Resource timeouts in the witching hours

pushred commented 10 years ago

There’s been a recurring issue where resource requests suddenly start to fail across all of our sites hosted with Modulus. This usually triggers a period of downtime due to very high responses times. The most recent incident occurred on March 26, lasting for an hour around 9:30-10:30. Attempts to restart the Modulus servers, re-deploy, etc. didn’t have an effect. Recovery usually happens on it’s own, quickly and suddenly. Possibly when Modulus kills processes that may be at fault. In this incident they were not seeing anything unusual on their end.

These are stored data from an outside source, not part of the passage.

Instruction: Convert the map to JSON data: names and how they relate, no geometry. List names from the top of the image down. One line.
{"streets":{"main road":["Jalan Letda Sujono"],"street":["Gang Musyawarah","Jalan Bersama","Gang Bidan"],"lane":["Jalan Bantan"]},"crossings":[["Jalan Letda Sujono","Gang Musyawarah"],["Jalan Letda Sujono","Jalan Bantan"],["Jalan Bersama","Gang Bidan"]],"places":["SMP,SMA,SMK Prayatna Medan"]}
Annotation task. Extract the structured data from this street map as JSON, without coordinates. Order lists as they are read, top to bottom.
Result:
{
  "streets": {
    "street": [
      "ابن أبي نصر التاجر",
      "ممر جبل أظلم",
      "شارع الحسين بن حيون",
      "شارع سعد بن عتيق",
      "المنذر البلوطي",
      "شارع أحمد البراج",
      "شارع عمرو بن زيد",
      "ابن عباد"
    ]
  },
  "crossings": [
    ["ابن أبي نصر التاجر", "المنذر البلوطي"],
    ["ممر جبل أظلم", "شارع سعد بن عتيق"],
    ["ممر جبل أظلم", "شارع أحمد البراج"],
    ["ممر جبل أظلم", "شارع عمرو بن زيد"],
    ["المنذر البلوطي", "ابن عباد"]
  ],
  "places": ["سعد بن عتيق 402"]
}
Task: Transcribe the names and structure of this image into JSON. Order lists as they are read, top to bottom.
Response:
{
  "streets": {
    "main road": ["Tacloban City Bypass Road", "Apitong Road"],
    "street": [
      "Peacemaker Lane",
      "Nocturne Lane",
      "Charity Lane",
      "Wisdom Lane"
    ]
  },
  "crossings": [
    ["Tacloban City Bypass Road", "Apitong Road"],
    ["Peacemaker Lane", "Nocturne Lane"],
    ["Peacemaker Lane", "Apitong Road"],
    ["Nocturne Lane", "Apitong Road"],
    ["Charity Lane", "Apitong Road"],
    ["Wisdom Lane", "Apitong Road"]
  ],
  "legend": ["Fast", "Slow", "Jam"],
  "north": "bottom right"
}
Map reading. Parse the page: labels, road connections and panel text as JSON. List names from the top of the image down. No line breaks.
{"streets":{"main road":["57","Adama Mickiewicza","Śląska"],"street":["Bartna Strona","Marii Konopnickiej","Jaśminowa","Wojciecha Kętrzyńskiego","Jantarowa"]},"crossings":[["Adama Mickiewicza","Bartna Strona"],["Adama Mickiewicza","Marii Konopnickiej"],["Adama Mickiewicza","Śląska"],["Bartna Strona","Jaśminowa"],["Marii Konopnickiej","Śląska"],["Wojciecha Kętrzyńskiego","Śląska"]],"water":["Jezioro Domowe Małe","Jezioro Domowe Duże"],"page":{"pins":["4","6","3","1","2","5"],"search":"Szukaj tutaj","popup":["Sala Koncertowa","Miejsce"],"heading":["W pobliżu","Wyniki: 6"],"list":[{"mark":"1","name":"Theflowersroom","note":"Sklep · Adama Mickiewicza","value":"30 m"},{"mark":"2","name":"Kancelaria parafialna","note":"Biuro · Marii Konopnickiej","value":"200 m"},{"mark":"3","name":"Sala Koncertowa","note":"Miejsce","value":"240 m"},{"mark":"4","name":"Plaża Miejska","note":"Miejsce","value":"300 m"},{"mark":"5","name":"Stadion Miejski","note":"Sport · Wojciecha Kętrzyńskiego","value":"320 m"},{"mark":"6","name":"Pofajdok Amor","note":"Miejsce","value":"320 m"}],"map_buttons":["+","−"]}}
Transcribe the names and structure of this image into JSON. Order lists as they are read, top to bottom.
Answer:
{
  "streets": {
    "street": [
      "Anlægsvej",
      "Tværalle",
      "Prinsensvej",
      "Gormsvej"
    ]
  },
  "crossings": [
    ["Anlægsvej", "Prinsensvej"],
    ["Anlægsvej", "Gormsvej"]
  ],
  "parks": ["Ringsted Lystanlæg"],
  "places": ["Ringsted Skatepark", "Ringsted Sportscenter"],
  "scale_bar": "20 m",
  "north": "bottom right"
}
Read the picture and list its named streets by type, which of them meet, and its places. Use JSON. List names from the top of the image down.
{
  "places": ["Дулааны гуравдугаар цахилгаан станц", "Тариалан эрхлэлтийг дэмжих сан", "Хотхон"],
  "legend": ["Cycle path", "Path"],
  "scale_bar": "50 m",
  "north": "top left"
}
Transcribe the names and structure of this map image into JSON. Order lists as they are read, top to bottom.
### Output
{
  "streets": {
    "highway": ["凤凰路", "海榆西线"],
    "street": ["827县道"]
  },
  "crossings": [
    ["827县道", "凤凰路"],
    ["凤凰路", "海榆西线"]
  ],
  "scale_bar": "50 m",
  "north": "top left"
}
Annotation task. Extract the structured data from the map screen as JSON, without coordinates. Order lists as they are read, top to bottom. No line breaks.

BusyRich: well there are no other reports of issues and I just looked up a few projects I have and they all seem to be working well BusyRich: my guess would be network hiccup somewhere along the line BusyRich: could have been somewhere in Modulus, but it could have been somewhere outside BusyRich: as unspecific as that is

Pingdom looked like:

Modulus looked like:

modulus

[SOLIDUS] /about served in 5001ms
[SOLIDUS] /about served in 5001ms
[SOLIDUS] /tour served in 5000ms
[SOLIDUS] /tour served in 5002ms
[SOLIDUS] /tour served in 5004ms
[SOLIDUS] /music served in 5002ms
[SOLIDUS] Error retrieving resource "news": Error: connect ETIMEDOUT
[SOLIDUS] /news resources fetched in 81874ms
[SOLIDUS] Error retrieving resource "code-tips": Error: connect ETIMEDOUT
[SOLIDUS] /tour resources fetched in 80720ms
[SOLIDUS] Error retrieving resource "tags": Error: connect ETIMEDOUT
[SOLIDUS] Error retrieving resource "biography": Error: connect ETIMEDOUT
[SOLIDUS] /about resources fetched in 93255ms
[SOLIDUS] /about preprocessed in 0ms
[SOLIDUS] /news preprocessed in 122ms
[SOLIDUS] Preprocessor Error:
TypeError: Cannot read property 'events' of undefined
    at module.exports (/mnt/data/1/preprocessors/add_tour_metadata.js:65:31)
    at module.exports (/mnt/data/1/preprocessors/tour.js:8:12)
    at module.exports (/mnt/data/1/node_modules/solidus/lib/preprocessor_worker.js:13:13)
    at handle (/mnt/data/1/node_modules/solidus/node_modules/worker-farm/lib/child/index.js:37:8)
    at process.<anonymous> (/mnt/data/1/node_modules/solidus/node_modules/worker-farm/lib/child/index.js:43:3)
    at process.EventEmitter.emit (events.js:98:17)
    at handleMessage (child_process.js:318:10)
    at Pipe.channel.onread (child_process.js:345:11)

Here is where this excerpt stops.